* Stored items
*-*-*

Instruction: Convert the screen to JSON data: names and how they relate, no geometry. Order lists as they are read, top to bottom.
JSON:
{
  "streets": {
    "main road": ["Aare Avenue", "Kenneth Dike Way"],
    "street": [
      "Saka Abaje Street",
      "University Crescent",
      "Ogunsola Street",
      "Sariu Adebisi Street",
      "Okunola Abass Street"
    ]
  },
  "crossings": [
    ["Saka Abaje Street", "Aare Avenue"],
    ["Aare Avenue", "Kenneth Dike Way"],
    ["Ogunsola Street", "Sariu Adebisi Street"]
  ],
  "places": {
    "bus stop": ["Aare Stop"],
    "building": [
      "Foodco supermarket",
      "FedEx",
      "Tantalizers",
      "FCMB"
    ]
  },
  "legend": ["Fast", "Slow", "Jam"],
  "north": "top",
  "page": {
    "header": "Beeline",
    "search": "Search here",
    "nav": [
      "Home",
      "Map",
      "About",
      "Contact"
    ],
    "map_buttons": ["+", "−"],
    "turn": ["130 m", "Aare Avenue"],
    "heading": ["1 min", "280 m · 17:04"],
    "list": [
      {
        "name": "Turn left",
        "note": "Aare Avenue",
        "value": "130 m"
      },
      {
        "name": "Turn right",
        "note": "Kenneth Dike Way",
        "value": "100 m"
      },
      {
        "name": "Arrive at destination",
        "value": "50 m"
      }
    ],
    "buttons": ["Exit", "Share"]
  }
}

*-*-*

* Task brief
Write every entry out again. Keep each one exact.

* Answer box
Instruction: Convert the screen to JSON data: names and how they relate, no geometry. Order lists as they are read, top to bottom.
JSON:
{
  "streets": {
    "main road": ["Aare Avenue", "Kenneth Dike Way"],
    "street": [
      "Saka Abaje Street",
      "University Crescent",
      "Ogunsola Street",
      "Sariu Adebisi Street",
      "Okunola Abass Street"
    ]
  },
  "crossings": [
    ["Saka Abaje Street", "Aare Avenue"],
    ["Aare Avenue", "Kenneth Dike Way"],
    ["Ogunsola Street", "Sariu Adebisi Street"]
  ],
  "places": {
    "bus stop": ["Aare Stop"],
    "building": [
      "Foodco supermarket",
      "FedEx",
      "Tantalizers",
      "FCMB"
    ]
  },
  "legend": ["Fast", "Slow", "Jam"],
  "north": "top",
  "page": {
    "header": "Beeline",
    "search": "Search here",
    "nav": [
      "Home",
      "Map",
      "About",
      "Contact"
    ],
    "map_buttons": ["+", "−"],
    "turn": ["130 m", "Aare Avenue"],
    "heading": ["1 min", "280 m · 17:04"],
    "list": [
      {
        "name": "Turn left",
        "note": "Aare Avenue",
        "value": "130 m"
      },
      {
        "name": "Turn right",
        "note": "Kenneth Dike Way",
        "value": "100 m"
      },
      {
        "name": "Arrive at destination",
        "value": "50 m"
      }
    ],
    "buttons": ["Exit", "Share"]
  }
}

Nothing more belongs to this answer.